NVIDIA Container Toolkit (for GPU, optional)

If your AMI does not already have the toolkit, install it following NVIDIA’s docs. On Ubuntu 22.04, summarized steps:

  1. curl -fsSL https://nvidia.github.io/libnvidia-container/gpgkey | sudo gpg --dearmor -o /usr/share/keyrings/nvidia-container-toolkit-keyring.gpg
  2. curl -fsSL https://nvidia.github.io/libnvidia-container/stable/deb/nvidia-container-toolkit.list | \ sed 's#deb https://#deb [signed-by=/usr/share/keyrings/nvidia-container-toolkit-keyring.gpg] https://#g' | \ sudo tee /etc/apt/sources.list.d/nvidia-container-toolkit.list
  3. sudo apt-get update && sudo apt-get install -y nvidia-container-toolkit
  4. sudo nvidia-ctk runtime configure --runtime=docker && sudo systemctl restart docker

Verify with docker run --rm --gpus all nvidia/cuda:12.2.0-base-ubuntu22.04 nvidia-smi.

Repository Layout

  • docker-compose.yml — Orchestrates proxy, certificates, and JupyterHub.
  • hub/Dockerfile — Custom Hub image with OAuth + DockerSpawner.
  • hub/jupyterhub_config.py — Hub config (GitHub OAuth, spawner, volumes, GPU).
  • hub/allowed_users.txt — Optional list of GitHub usernames allowed to log in.
  • .env.example — Template for required environment variables.
  • singleuser/ — Dockerfiles for Python 3.11 single-user images (CPU and GPU).

GitHub OAuth App Setup

  1. Go to https://github.com/settings/developers -> OAuth Apps -> New OAuth App.
  2. Application name: anything descriptive (e.g., “My JupyterHub”).
  3. Homepage URL: https://YOUR_DOMAIN (e.g., https://jhub.example.com).
  4. Authorization callback URL: https://YOUR_DOMAIN/hub/oauth_callback.
  5. Create the app and copy the Client ID and Client Secret.

Configuration

  1. Copy the environment template and edit it:

    cp .env.example .env
    vi .env

    Required values:

    • DOMAIN: your DNS name (e.g., jhub.example.com).
    • LETSENCRYPT_EMAIL: email for certificate issuance/renewal notices.
    • GITHUB_CLIENT_ID and GITHUB_CLIENT_SECRET: from your OAuth App.
    • OAUTH_CALLBACK_URL: typically https://${DOMAIN}/hub/oauth_callback.
    • Access control mode (choose one; if ALLOWED_ORGS is set, ALLOWED_USERS is ignored):
      • ALLOWED_ORGS: comma-separated GitHub organizations or org:team entries (preferred for org-based access).
      • Or ALLOWED_USERS: comma-separated GitHub usernames (used only if ALLOWED_ORGS is empty).

    Optional values:

    • ADMIN_USERS: subset of allowed users with admin privileges.
    • SINGLEUSER_IMAGE: notebook image for user servers (default: Jupyter Docker Stacks).
    • HOST_WORKSPACE: path on the host to mount into user containers (default /workspace).
    • ENABLE_GPU: set to true to pass GPUs to user containers.
  2. Prepare the host workspace directory:

    sudo mkdir -p /workspace
    sudo chown $USER:$(id -gn) /workspace

    For sharing between users, also create a shared subfolder that will appear as ~/Shared in every user’s server:

    sudo mkdir -p /workspace/shared
    sudo chown $USER:$(id -gn) /workspace/shared
  3. (Optional) If not using org-based access, you can manage allowed users via file:

    • Edit hub/allowed_users.txt (one GitHub username per line).
    • If ALLOWED_USERS is set in .env, it takes precedence over the file.

Org-based access control

  • Set ALLOWED_ORGS in .env, for example:

    ALLOWED_ORGS=my-org,my-org:platform-team
  • The Hub requests the read:org scope so it can verify membership even when it is private.

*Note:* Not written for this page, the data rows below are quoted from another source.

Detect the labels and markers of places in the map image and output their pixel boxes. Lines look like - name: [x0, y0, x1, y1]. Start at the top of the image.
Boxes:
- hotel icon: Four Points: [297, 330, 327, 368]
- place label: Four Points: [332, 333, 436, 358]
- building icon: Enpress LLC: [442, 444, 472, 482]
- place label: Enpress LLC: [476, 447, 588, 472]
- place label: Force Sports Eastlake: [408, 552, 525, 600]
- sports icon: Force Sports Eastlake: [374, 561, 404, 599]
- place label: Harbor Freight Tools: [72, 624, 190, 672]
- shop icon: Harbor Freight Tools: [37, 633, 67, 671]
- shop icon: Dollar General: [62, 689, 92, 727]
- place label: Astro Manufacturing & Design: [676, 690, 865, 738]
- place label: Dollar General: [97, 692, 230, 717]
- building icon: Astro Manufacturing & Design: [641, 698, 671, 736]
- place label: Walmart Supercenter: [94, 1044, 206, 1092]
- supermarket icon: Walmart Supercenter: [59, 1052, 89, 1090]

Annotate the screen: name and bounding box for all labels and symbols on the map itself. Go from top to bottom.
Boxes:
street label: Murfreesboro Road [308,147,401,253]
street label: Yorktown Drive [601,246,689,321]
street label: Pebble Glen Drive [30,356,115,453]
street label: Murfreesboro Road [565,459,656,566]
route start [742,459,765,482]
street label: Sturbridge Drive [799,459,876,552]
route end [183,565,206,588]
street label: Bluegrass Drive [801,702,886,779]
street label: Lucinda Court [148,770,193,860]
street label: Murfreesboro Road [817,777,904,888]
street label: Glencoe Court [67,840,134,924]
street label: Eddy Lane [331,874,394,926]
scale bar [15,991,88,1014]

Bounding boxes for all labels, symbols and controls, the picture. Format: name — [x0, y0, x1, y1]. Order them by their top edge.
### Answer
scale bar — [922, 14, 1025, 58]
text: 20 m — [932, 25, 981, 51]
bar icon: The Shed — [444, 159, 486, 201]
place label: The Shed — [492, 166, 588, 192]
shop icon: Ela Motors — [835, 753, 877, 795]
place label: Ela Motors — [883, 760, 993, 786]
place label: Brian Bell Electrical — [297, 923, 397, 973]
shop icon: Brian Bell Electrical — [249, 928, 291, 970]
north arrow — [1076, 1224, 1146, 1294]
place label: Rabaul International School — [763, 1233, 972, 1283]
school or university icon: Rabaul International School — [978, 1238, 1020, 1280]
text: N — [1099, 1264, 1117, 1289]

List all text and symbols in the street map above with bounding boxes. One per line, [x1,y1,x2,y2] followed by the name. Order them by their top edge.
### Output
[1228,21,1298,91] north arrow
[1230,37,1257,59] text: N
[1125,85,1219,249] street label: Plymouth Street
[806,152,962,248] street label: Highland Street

  • To use GitHub Teams, use org:team entries as above.

  • Tip: If you were seeing "403: Forbidden" after successful GitHub auth, ensure ALLOWED_USERS is empty when using ALLOWED_ORGS (or remove it from .env).

Launch

# Build the custom Hub image and start the stack
docker compose up -d --build

# Watch logs (first run will obtain certificates)
docker compose logs -f nginx-proxy acme-companion jupyterhub

Once certificates are issued and the proxy reloads, browse to:

  • https://YOUR_DOMAIN — You should see the JupyterHub login (GitHub OAuth).

Log in with a GitHub account listed in ALLOWED_USERS (or in hub/allowed_users.txt).

Shared notebooks between users

  • A shared directory on the host ${HOST_WORKSPACE}/${SHARED_DIR} (default /workspace/shared) is mounted read/write into every user’s home as ~/Shared.
  • Anything placed in ~/Shared is immediately visible to all users. Use subfolders to organize projects.
  • Permissions: since containers typically run as the same UID (1000), files in the shared folder are writable by everyone. If you want stricter control, consider:
    • Using Git + nbgitpuller for read-only distribution with version history.
    • Creating a read-only shared area by mounting a second directory with :ro (requires a small config tweak).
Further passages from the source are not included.